Assigned task
Quote from the first line below through the line that contains "position:absolute; left:568px; top:182px;", both included, and leave the pictures out.

===============

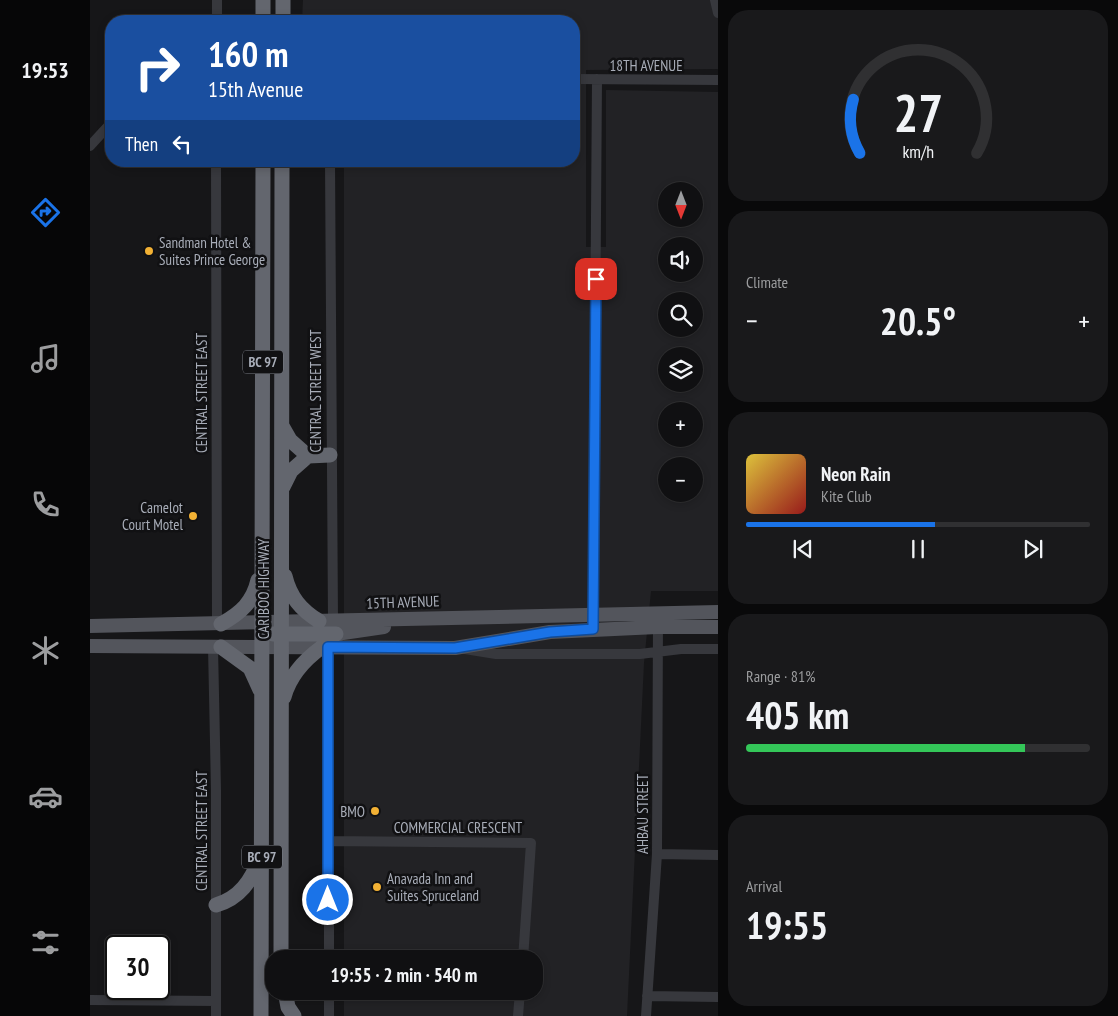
<!DOCTYPE html>
<html lang="en">
<head>
<meta charset="utf-8">
<style>
	:root { --surface:#101012; --page:#19191b; --text:#f1f3f6; --muted:#9c9d9f; --line:#303032; --accent:#1a73e8 }
	body { margin:0; font-family:"PT Sans Narrow",sans-serif; background:var(--page); color:var(--text); height:100vh; display:flex; flex-direction:column; font-size:19px; white-space:nowrap }
	* { box-sizing:border-box; margin:0 }
	p { font-size:16px; color:var(--muted) }
	.icon { flex:none; width:28px; height:28px; fill:none; stroke:currentColor; stroke-width:2; stroke-linecap:round; stroke-linejoin:round }
	.map { position:relative; flex:1; overflow:hidden }
	.side { display:flex; flex-direction:column; gap:10px; padding:10px; background:#09090a; width:400px }
	.side>* { flex:none }
	.top-card { position:absolute; left:15px; top:15px; width:475px; height:152px; border-radius:20px; box-shadow:0 2px 8px #0003,0 0 0 1px var(--line); background:#1a4fa0; color:#fff; overflow:hidden }
	.needle { width:32px; rotate:180deg }
	.fabs { position:absolute; left:568px; top:182px; display:grid; gap:10px }
	.fabs a { display:grid; place-items:center; width:45px; height:45px; border-radius:50%; background:var(--surface); box-shadow:0 2px 8px #0003,0 0 0 1px var(--line); font-size:25px }
	.speed { position:absolute; left:15px; top:935px; display:flex; gap:10px; font-size:25px; font-weight:700; text-align:center }
	.speed>* { display:grid; place-content:center; width:65px; height:65px; border-radius:50%; background:var(--surface); box-shadow:0 2px 8px #0003,0 0 0 1px var(--line); line-height:1 }
	.speed .limit { border:2px solid #111; border-radius:8px; background:#fff; color:#111 }
	.pin { position:absolute; display:grid; place-items:center; width:42px; height:42px; color:#fff; margin:-21px; border-radius:10px; box-shadow:0 2px 8px #0006 }
	.me { position:absolute; width:55px; margin:-28px; rotate:0deg; stroke-linejoin:round; filter:drop-shadow(0 0 4px #0008) }
	.turn { display:flex; align-items:center; gap:18px; height:105px; padding:0 20px; font-size:22px }
	.turn .icon { width:65px; height:65px; stroke-width:2.5 }
	.turn b { display:block; font-size:35px; line-height:42px }
	.then { display:flex; align-items:center; height:48px; padding:0 20px; background:#0003; gap:10px; font-size:19px }
	.big { font-size:38px; font-weight:700; line-height:1.1 }
	.side .card { flex:1; display:flex; flex-direction:column; justify-content:center; gap:8px; min-width:0; padding:0 18px; border-radius:20px; background:var(--page) }
	.side .dial { align-items:center; gap:0 }
	.dial svg { height:130px; overflow:visible; fill:none; stroke:var(--line); stroke-width:7; stroke-linecap:round; text-anchor:middle }
	.dial text { fill:var(--text); stroke:none }
	.song { display:flex; align-items:center; gap:15px }
	.cover { width:60px; height:60px; border-radius:8px; background:linear-gradient(135deg,hsl(50 70% 55%),hsl(0 70% 35%)) }
	.played { height:5px; border-radius:2px; background:linear-gradient(90deg,var(--accent) 55%,var(--line) 55%) }
	.keys { display:flex; justify-content:space-around; direction:ltr }
	.heat { display:flex; justify-content:space-between; align-items:center; font-size:28px; direction:ltr }
	.charge { height:8px; border-radius:4px; background:linear-gradient(90deg,#34c759 81%,var(--line) 0) }
	.trip { position:absolute; left:175px; top:950px; width:278px; height:50px; border-radius:20px; background:var(--surface); box-shadow:0 2px 8px #0003,0 0 0 1px var(--line); font-weight:700; line-height:50px; text-align:center }
	main { display:flex; flex:1; min-height:0 }
	.tab-bar { display:flex; flex-direction:column; width:90px; justify-content:space-around; align-items:center; background:#060607; color:var(--muted) }
	.tab-bar .icon { width:35px; height:35px }
	.tab-bar .current { color:var(--accent) }
	.tab-bar b { font-size:22px; color:var(--text) }
	.map>svg:first-child { display:block }
</style>
</head>
<body>
<main>
<nav class="tab-bar">
<b>19:53</b>
<svg class="icon current" aria-label="directions" viewBox="0 0 24 24"><path d="M12 3l9 9-9 9-9-9zM9 14v-3h6M13 9l2 2-2 2"/></svg>
<svg class="icon" aria-label="music" viewBox="0 0 24 24"><path d="M9 18V5l10-2v13"/><circle cx="6" cy="18" r="3"/><circle cx="16" cy="16" r="3"/></svg>
<svg class="icon" aria-label="phone" viewBox="0 0 24 24"><path d="M5 4h4l2 5-3 2q2 4 5 5l2-3 5 2v4C11 20 4 13 5 4z"/></svg>
<svg class="icon" aria-label="climate" viewBox="0 0 24 24"><path d="M12 3v18M4 7l16 10M4 17L20 7"/></svg>
<svg class="icon" aria-label="car" viewBox="0 0 24 24"><path d="M5 17H2v-5l4-1 3-4h7l3 4 3 1v5h-3M9 17h6M6 11h13"/><circle cx="7" cy="17" r="2"/><circle cx="17" cy="17" r="2"/></svg>
<svg class="icon" aria-label="filters" viewBox="0 0 24 24"><path d="M4 7h16M4 17h16"/><circle cx="9" cy="7" r="2"/><circle cx="15" cy="17" r="2"/></svg>
</nav>
<div class="map">
<svg width="628" height="1016" viewBox="0 0 628 1016">
	<rect width="100%" height="100%" fill="#161618"/>
	<path fill="#222225" fill-rule="evenodd" d="M213,0H628V69L496,70V247H516V90L628,92V591H561L554,663L537,1016H254V991H444V959H254V161H484V21H212ZM576,191H604V219H576ZM576,246H604V274H576ZM576,301H604V329H576ZM576,356H604V384H576ZM576,411H604V439H576ZM576,466H604V494H576Z"/>
	<g fill="none" stroke-linecap="round" stroke-linejoin="round">
		<path stroke="#37383d" stroke-width="10" d="M127,0V21
			M625,0L628,13
			M484,79L628,80
			M0,146L21,123
			M126,161L127,624
			M240,161L243,621
			M503,629L507,79
			M123,647L126,790V1016
			M239,647V959
			M375,649L406,654H550L591,649H628
			M239,841L441,843L433,959
			M567,854L628,855
			M239,991V1016
			M557,996L628,997
			M0,1000L126,1001
			M428,1016L430,991
			M556,1016L567,854L568,620"/>
		<path stroke="#53555c" stroke-width="14" d="M0,626L628,612
			M241,643L246,634L294,627
			M0,646L365,648L460,632L567,627H628"/>
		<path stroke="#63666e" stroke-width="15" d="M173,0V21
			M193,21V0
			M192,426L200,440L218,456L240,455
			M193,487L201,471L218,456
			M195,576C200,597 211,610 229,621
			M131,624C151,613 163,602 168,580
			M183,634H246
			M131,647L160,668L170,690
			M194,697C200,675 214,660 232,647
			M126,905C150,898 161,881 170,858
			M191,959L192,161
			M195,991L198,1007L204,1016
			M171,1016L173,161"/>
	</g>
	<g fill="none" stroke-linecap="round" stroke-linejoin="round">
		<defs>
			<path id="route" d="M238,900V647L365,648L460,632L503,629L506,279"/>
		</defs>
		<use href="#route" stroke="#114b97" stroke-width="12"/>
		<use href="#route" stroke="#1a73e8" stroke-width="9"/>
	</g>
	<g fill="#f2b134" stroke="#111113" stroke-width="2">
		<circle cx="59" cy="251" r="5"/>
		<circle cx="103" cy="516" r="5"/>
		<circle cx="285" cy="811" r="5"/>
		<circle cx="287" cy="887" r="5"/>
	</g>
	<g text-anchor="middle" dominant-baseline="central" stroke-width="5" stroke-linejoin="round" paint-order="stroke">
		<g fill="#111113" stroke="#7b7e86" stroke-width="1">
			<rect x="153" y="350.5" width="40" height="23" rx="4"/>
			<rect x="152" y="845.5" width="40" height="23" rx="4"/>
		</g>
		<g font-size="14" font-weight="bold" fill="#a8adb8">
			<text x="173" y="362">BC 97</text>
			<text x="172" y="857">BC 97</text>
		</g>
		<g font-size="15" fill="#a8adb8" stroke="#111113">
			<text x="556" y="65">18TH AVENUE</text>
			<text transform="translate(225 391) rotate(-90)">CENTRAL STREET WEST</text>
			<text transform="translate(111 393) rotate(-90)">CENTRAL STREET EAST</text>
			<text transform="translate(173 589) rotate(-90)">CARIBOO HIGHWAY</text>
			<text transform="translate(313 602) rotate(-2)">15TH AVENUE</text>
			<text transform="translate(552 814) rotate(-90)">AHBAU STREET</text>
			<text x="368" y="827">COMMERCIAL CRESCENT</text>
			<text transform="translate(111 831) rotate(-90)">CENTRAL STREET EAST</text>
		</g>
		<g font-size="15" fill="#a8adb8" stroke="#111113" text-anchor="start">
			<text x="69" y="242">Sandman Hotel &amp;<tspan x="69" dy="17">Suites Prince George</tspan></text>
			<text x="93" y="507" text-anchor="end">Camelot<tspan x="93" dy="17">Court Motel</tspan></text>
			<text x="275" y="811" text-anchor="end">BMO</text>
			<text x="297" y="878">Anavada Inn and<tspan x="297" dy="17">Suites Spruceland</tspan></text>
		</g>
	</g>
</svg>
<div class="fabs">
<a><svg class="needle" viewBox="-14 -14 28 28"><path d="M0-13l5 13h-10z" fill="#e53935"/><path d="M0 13l5-13h-10z" fill="#9c9d9f"/></svg></a>
<a><svg class="icon" aria-label="sound" viewBox="0 0 24 24"><path d="M4 9h4l5-4v14l-5-4H4zM17 9q2 3 0 6"/></svg></a>
<a><svg class="icon" aria-label="search" viewBox="0 0 24 24"><circle cx="10" cy="10" r="6"/><path d="M15 15l6 6"/></svg></a>
<a><svg class="icon" aria-label="layers" viewBox="0 0 24 24"><path d="M12 4l9 5-9 5-9-5zM3 14l9 5 9-5"/></svg></a>
<a>+</a>
<a>−</a>
</div>
<div class="speed"><div class="limit">30</div></div>
<div class="pin" style="left:506px;top:279px;background:#d93025"><svg class="icon" aria-label="arrive" viewBox="0 0 24 24"><path d="M6 21V4h12l-3 4 3 4H6"/></svg></div>
<svg class="me" style="left:238px;top:900px" viewBox="-20 -20 40 40"><circle r="17" fill="#1a73e8" stroke="#fff" stroke-width="3"/><path d="M0-11L8 9 0 5-8 9z" fill="#fff"/></svg>
<div class="trip">19:55 · 2 min · 540 m</div>
<div class="top-card">
<div class="turn"><svg class="icon" aria-label="right" viewBox="0 0 24 24"><path d="M7 20v-9h11M14 6l5 5-5 5"/></svg><div><b>160 m</b>15th Avenue</div></div>
<div class="then">Then<svg class="icon" aria-label="left" viewBox="0 0 24 24"><path d="M17 20v-9H6M10 6l-5 5 5 5"/></svg></div>
</div>
</div>
<section class="side">
<div class="card dial"><svg viewBox="0 0 100 80">
<path d="M14 69A42 42 0 1 1 86 69"/>
<path d="M14 69A42 42 0 0 1 10 36" stroke="#1a73e8"/>
<text x="50" y="56" font-size="32" font-weight="700">27</text>
<text x="50" y="72" font-size="11">km/h</text>
</svg></div>
<div class="card"><p>Climate</p>
<div class="heat"><a>−</a><b class="big">20.5°</b><a>+</a></div>
</div>
<div class="card">
<div class="song"><i class="cover"></i><div><b>Neon Rain</b><p>Kite Club</p></div></div>
<div class="played"></div>
<div class="keys"><svg class="icon" aria-label="previous" viewBox="0 0 24 24"><path d="M18 5L8 12l10 7zM5 5v14"/></svg><svg class="icon" aria-label="pause" viewBox="0 0 24 24"><path d="M8 5v14M16 5v14"/></svg><svg class="icon" aria-label="next" viewBox="0 0 24 24"><path d="M6 5l10 7-10 7zM19 5v14"/></svg></div>
</div>
<div class="card"><p>Range · 81%</p><b class="big">405 km</b><div class="charge"></div></div>
<div class="card"><p>Arrival</p><b class="big">19:55</b></div>
</section>
</main>
</body>
</html>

===============

Your solution
<!DOCTYPE html>
<html lang="en">
<head>
<meta charset="utf-8">
<style>
	:root { --surface:#101012; --page:#19191b; --text:#f1f3f6; --muted:#9c9d9f; --line:#303032; --accent:#1a73e8 }
	body { margin:0; font-family:"PT Sans Narrow",sans-serif; background:var(--page); color:var(--text); height:100vh; display:flex; flex-direction:column; font-size:19px; white-space:nowrap }
	* { box-sizing:border-box; margin:0 }
	p { font-size:16px; color:var(--muted) }
	.icon { flex:none; width:28px; height:28px; fill:none; stroke:currentColor; stroke-width:2; stroke-linecap:round; stroke-linejoin:round }
	.map { position:relative; flex:1; overflow:hidden }
	.side { display:flex; flex-direction:column; gap:10px; padding:10px; background:#09090a; width:400px }
	.side>* { flex:none }
	.top-card { position:absolute; left:15px; top:15px; width:475px; height:152px; border-radius:20px; box-shadow:0 2px 8px #0003,0 0 0 1px var(--line); background:#1a4fa0; color:#fff; overflow:hidden }
	.needle { width:32px; rotate:180deg }
	.fabs { position:absolute; left:568px; top:182px; display:grid; gap:10px }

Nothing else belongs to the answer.